• Coding
  • Base64 padding... I'm confused.

Hey geeks,
I was messing around with Base64 and could understand the basics (ASCII to BINARY)
but padding confuses me, I read somewhere that we should add a = or == to make the characters' sequence a multiple of 4. What if i have only one character in the last 6-bits sequence, do I add ===? I am 100% sure that the === do not exist in Base64, so when we do use padding and how?
I'll appreciate any help or notes.
Wassim
You're right that there will never be a case where you will add three padding characters to your encoded text.

The encoding process is like this:

1. Take a string and break it up into sets of 3 bytes each.
2. For every set of three bytes, break it up into 4 numbers of 6 bits each.
3. The numbers are indexes into the base 64 lookup table, giving you your base 64 character.

The last set will either contain 3 bytes (no padding needed), or 2 bytes (we pad with one '='),
or 1 byte (we pad with 2 '=').

If it has 2 bytes, we add one 0 byte to the end. This lets us extract three numbers out of it: 6 bits + 6 bits + 6 bits (the final 4 bits + 2 bits from the 0 byte). We use the three numbers as indexes in the lookup table. Since bas64 takes three characters and outputs 4, we add a single '=' byte to our output.

If we have 1 byte in the final set, we add two 0 bytes to the end. We can extract two numbers: 6 bits + 6 bits (the final 2 bits + 4 bits from the neighbouring 0 byte). We add two '=' bytes to that our final set gives us 4 characters.

Let's try an example with the string "Hello".
H e l l o = 0x48 0x65 0x6C 0x6C 0x6F

01001000 01100101 01101100 01101100 01101111
We have 2 sets: one with 3 bytes, and one with 2 bytes. So we add one 0 byte to the end:
{01001000 01100101 01101100} {01101100 01101111 00000000}
Let's take the first set and produce our first 4 numbers:
01001000 01100101 01101100

010010000110010101101100

010010 000110 010101 101100

0x12 0x06 0x15 0x2C

18 6 21 44
Those last four numbers are the decimal values we got, we'll use them to index in to the lookup table.
But first, let's encode the second set:
01101100 01101111 00000000

011011000110111100000000

011011 000110 111100 000000

0x1B 0x06 0x3C

27 6 60
Notice how we skipped that last set of 6 bits? That's because the 0 byte isn't really part of the input text, we added it so that we can extract those three numbers. Since we need a way to indicate to whoever's decoding the text that we did this, we need to add a single padding byte.
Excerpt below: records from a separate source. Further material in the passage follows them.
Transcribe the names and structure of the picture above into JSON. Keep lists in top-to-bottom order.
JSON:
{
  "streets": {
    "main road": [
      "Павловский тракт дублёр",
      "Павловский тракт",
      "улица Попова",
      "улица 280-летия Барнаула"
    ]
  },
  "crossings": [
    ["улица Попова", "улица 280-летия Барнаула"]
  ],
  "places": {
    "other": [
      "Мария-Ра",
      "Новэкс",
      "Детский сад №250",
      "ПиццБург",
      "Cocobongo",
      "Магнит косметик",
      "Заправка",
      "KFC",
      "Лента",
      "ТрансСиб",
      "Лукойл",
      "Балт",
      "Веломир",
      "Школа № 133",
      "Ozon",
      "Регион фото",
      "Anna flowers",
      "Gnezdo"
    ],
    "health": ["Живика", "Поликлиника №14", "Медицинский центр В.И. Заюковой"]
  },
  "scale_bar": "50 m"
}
Now let's use the base 64 lookup table to generate our encoded text:
{18 6 21 44} {27 6 60} =

{S G V s} {b G 8} =
Putting it all together:
SGVsbG8=
I hope that makes sense!
My technique is different i think.
1-Convet ASCII values to 8-bits binary
2- Join the binary sequence then break it into 6-bits binary you cann add zeros to the last one to fit 6-bits
3-Convert obtained binary to decimal, then from decimal to Base64 table characters.
But i still haven't got the idea, what shall i do if i have 5 characters in my encoded text, if i have 6 i will put ==, if 7 i will put = to fit 8 the second mutiple of four, what if i have a far number of characters like 5 or 13 i need 3 more bytes to fit the next multiple of four what can i do?